(GOAL OF THE EXERCISE): Scan the listing below and copy every line holding "grid".

(EXTRACTED DATA Opens)

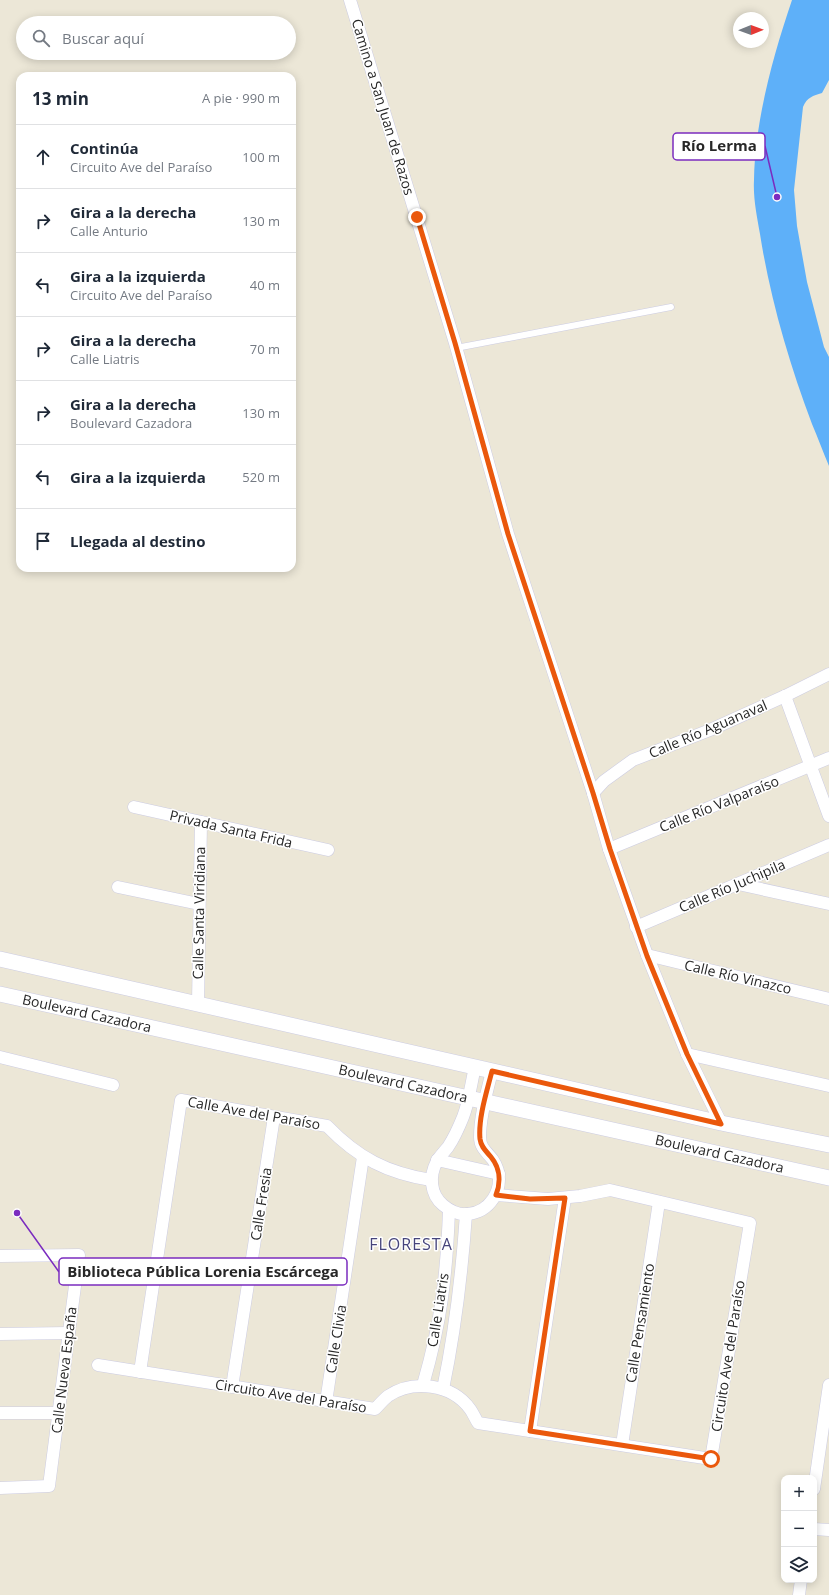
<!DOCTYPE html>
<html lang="es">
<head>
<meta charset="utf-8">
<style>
  body { margin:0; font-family:"Open Sans",sans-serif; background:#f2f2f3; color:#1f2937 }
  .controls { position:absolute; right:12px; bottom:12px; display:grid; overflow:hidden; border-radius:8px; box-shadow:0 2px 10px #0003 }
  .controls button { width:36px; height:36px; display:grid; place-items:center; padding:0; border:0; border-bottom:1px solid #e0e1e3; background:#fff; color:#1f2937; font:20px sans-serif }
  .compass { position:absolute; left:733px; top:12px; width:36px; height:36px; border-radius:50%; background:#fff; box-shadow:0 2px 10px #0003; rotate:89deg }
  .stop { position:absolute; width:12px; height:12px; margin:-9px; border:3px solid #ea580c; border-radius:50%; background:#fff }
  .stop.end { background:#ea580c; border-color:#fff; box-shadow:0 1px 4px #0008 }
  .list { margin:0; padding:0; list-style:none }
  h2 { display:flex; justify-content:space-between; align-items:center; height:52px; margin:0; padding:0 16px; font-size:17px }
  h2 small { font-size:13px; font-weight:400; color:#747a83 }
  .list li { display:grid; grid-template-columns:26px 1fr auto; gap:12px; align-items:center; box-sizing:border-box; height:64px; padding:0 16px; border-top:1px solid #e0e1e3 }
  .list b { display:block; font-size:15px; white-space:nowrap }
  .list p { margin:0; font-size:13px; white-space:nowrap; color:#747a83 }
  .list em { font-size:13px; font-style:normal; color:#747a83 }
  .icon { flex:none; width:22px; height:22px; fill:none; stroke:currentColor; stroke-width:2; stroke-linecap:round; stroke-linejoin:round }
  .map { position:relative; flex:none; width:829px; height:1595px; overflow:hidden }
  .search { position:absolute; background:#fff; box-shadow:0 2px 10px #0003; left:16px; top:16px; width:280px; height:44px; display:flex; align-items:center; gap:10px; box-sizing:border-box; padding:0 14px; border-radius:22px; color:#747a83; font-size:15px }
  .panel { position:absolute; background:#fff; box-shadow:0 2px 10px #0003; left:16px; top:72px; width:280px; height:500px; border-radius:12px }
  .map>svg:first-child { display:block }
  .water { fill:#5eb0f9 }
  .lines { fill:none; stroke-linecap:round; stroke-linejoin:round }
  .service-casing { stroke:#cccce2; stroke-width:7 }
  .minor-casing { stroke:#cccce2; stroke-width:13 }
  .tertiary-casing { stroke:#cccce2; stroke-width:16 }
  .service { stroke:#fff; stroke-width:6 }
  .minor { stroke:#fff; stroke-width:12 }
  .tertiary { stroke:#fff; stroke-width:15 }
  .route { stroke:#ea580c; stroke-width:5 }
  .labels { text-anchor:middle; stroke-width:3; stroke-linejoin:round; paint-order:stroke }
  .street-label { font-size:14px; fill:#272727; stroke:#fff }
  .quarter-label { font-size:16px; letter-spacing:1px; fill:#46447b; stroke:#fff }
  .leader { fill:none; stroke:#7b2cbf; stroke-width:1.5 }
  .callout-dot { fill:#7b2cbf; stroke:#fff; stroke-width:1.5 }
  .callout { fill:#fff; stroke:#7b2cbf; stroke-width:1.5 }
  .callout-label { font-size:15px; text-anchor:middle; font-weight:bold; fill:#272727 }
</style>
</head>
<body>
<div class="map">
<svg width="829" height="1595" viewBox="0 0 829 1595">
  <rect width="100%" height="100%" fill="#ece7d7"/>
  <path class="water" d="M792,0H829V80L822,93C813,96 807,97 803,107L794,190L797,226L807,282L824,347L829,357V466C823,452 818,438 812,424C789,363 770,298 760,234C757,217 753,198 754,180C755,121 773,56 792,0Z"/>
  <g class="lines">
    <g class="service-casing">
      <polyline id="service" points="456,348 671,307"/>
    </g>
    <g class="minor-casing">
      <g id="minor">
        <polyline points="350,0 455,343 508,534 593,793 609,849 647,955 687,1054 721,1123"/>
        <polyline points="785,696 829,816"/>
        <polyline points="593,793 604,781 633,760 710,730 785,696 829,674"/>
        <polyline points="134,807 328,850"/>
        <polyline points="609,849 829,758"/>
        <polyline points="738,884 829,904"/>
        <polyline points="118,887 199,904"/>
        <polyline points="636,927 829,845"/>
        <polyline points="647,955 829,999"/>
        <polyline points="198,1004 201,822"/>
        <polyline points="687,1054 829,1086"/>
        <polyline points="0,1057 113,1085"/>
        <path d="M475,1067C471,1084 469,1102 463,1117C459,1127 454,1138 448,1147C444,1152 440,1156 437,1161C429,1176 430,1194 443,1205C450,1211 458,1215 468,1214C478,1213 487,1208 493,1199C501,1187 501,1172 493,1160C487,1152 480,1148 480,1137C480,1115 487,1092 492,1071"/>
        <polyline points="437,1160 499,1174"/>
        <polyline points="0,1256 79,1255 49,1486 0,1488"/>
        <polyline points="0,1334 69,1333"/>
        <path d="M98,1365L375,1409C379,1405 383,1400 388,1396C413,1379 452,1384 470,1409C473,1413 475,1418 478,1423L711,1459L750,1223L610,1190L580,1196L548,1199L496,1195"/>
        <path d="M140,1372L181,1100L327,1126C358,1158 387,1173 431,1180"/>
        <path d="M423,1385C431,1357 438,1328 442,1298C446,1269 448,1239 449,1210"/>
        <polyline points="232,1387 274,1117"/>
        <path d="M443,1389C455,1331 462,1273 466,1214"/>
        <polyline points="326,1402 363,1157"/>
        <polyline points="0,1413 58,1413"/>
        <polyline points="530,1431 565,1198"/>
        <polyline points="622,1445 659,1202"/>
        <polyline points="814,1489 829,1385"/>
        <polyline points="814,1529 829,1530"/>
        <polyline points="799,1595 801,1580"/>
      </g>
    </g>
    <g class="tertiary-casing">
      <g id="tertiary">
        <polyline points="0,959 721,1123 829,1145"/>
        <path id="s1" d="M0,994L829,1178"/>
      </g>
    </g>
    <use href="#service" class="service"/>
    <use href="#minor" class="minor"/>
    <use href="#tertiary" class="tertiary"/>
  </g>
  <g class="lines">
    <path class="route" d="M417,217L455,343L508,534L593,793L610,849L647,956L687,1054L721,1124L492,1071C487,1091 478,1118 480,1139C481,1147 486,1151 491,1157C500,1168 501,1182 496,1195L530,1199L565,1198L530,1431L711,1459"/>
  </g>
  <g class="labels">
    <g class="street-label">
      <text transform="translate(383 107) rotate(73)" y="5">Camino a San Juan de Razos</text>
      <text transform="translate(708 729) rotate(-23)" y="5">Calle Río Aguanaval</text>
      <text transform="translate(719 804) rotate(-22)" y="5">Calle Río Valparaíso</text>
      <text transform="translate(231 829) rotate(13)" y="5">Privada Santa Frida</text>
      <text transform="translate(732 886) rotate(-23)" y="5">Calle Río Juchipila</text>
      <text transform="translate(199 913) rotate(-89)" y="5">Calle Santa Viridiana</text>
      <text transform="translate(738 977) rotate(13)" y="5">Calle Río Vinazco</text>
      <text dy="5" stroke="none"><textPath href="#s1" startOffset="89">Boulevard Cazadora</textPath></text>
      <text dy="5" stroke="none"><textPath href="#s1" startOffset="413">Boulevard Cazadora</textPath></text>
      <text transform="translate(254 1113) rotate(10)" y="5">Calle Ave del Paraíso</text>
      <text dy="5" stroke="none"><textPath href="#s1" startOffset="737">Boulevard Cazadora</textPath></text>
      <text transform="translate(261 1204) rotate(-81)" y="5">Calle Fresia</text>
      <text transform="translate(438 1310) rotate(-81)" y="5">Calle Liatris</text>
      <text transform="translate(640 1323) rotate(-81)" y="5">Calle Pensamiento</text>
      <text transform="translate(336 1339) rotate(-81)" y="5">Calle Clivia</text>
      <text transform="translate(728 1356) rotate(-81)" y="5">Circuito Ave del Paraíso</text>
      <text transform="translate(64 1370) rotate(-83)" y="5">Calle Nueva España</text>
      <text transform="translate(291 1396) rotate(9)" y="5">Circuito Ave del Paraíso</text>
    </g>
    <g class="quarter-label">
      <text x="411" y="1250">FLORESTA</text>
    </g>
  </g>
  <path class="leader" d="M777 197L765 146M17 1213L59 1272"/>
  <g class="callout-dot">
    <circle cx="777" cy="197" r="4"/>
    <circle cx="17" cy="1213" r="4"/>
  </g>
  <g class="callout">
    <rect x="673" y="133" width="92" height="27" rx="4"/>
    <rect x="59" y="1258" width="288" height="27" rx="4"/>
  </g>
  <g class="callout-label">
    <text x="719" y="151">Río Lerma</text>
    <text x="203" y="1277">Biblioteca Pública Lorenia Escárcega</text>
  </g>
</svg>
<div class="controls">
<button>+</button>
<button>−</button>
<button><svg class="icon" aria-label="layers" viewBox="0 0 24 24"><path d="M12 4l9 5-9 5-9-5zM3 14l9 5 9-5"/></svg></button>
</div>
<svg class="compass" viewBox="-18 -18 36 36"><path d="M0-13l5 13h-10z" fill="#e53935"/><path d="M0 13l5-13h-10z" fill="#747a83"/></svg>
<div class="stop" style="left:711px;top:1459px"></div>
<div class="stop end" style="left:417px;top:217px"></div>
<div class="search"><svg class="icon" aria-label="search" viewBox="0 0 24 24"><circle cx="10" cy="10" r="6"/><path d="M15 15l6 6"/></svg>Buscar aquí</div>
<section class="panel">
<h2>13 min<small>A pie · 990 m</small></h2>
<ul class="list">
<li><svg class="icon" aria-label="ahead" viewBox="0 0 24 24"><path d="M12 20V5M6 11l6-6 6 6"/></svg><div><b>Continúa</b><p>Circuito Ave del Paraíso</p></div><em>100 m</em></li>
<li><svg class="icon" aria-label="right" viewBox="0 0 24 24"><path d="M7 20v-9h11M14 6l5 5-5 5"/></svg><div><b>Gira a la derecha</b><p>Calle Anturio</p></div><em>130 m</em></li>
<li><svg class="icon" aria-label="left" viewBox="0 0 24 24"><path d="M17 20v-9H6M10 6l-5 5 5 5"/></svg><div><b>Gira a la izquierda</b><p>Circuito Ave del Paraíso</p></div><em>40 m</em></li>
<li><svg class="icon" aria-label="right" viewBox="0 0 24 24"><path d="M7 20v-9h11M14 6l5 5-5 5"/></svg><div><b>Gira a la derecha</b><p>Calle Liatris</p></div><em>70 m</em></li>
<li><svg class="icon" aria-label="right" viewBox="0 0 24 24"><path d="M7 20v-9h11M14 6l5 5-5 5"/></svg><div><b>Gira a la derecha</b><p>Boulevard Cazadora</p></div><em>130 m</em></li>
<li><svg class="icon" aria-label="left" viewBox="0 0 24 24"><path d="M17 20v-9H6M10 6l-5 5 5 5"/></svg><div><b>Gira a la izquierda</b></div><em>520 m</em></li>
<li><svg class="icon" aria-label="arrive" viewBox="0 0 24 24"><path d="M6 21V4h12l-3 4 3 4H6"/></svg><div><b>Llegada al destino</b></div></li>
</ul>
</section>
</div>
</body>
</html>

(EXTRACTED DATA Closes)

(TASK SOLUTION):
  .controls { position:absolute; right:12px; bottom:12px; display:grid; overflow:hidden; border-radius:8px; box-shadow:0 2px 10px #0003 }
  .controls button { width:36px; height:36px; display:grid; place-items:center; padding:0; border:0; border-bottom:1px solid #e0e1e3; background:#fff; color:#1f2937; font:20px sans-serif }
  .list li { display:grid; grid-template-columns:26px 1fr auto; gap:12px; align-items:center; box-sizing:border-box; height:64px; padding:0 16px; border-top:1px solid #e0e1e3 }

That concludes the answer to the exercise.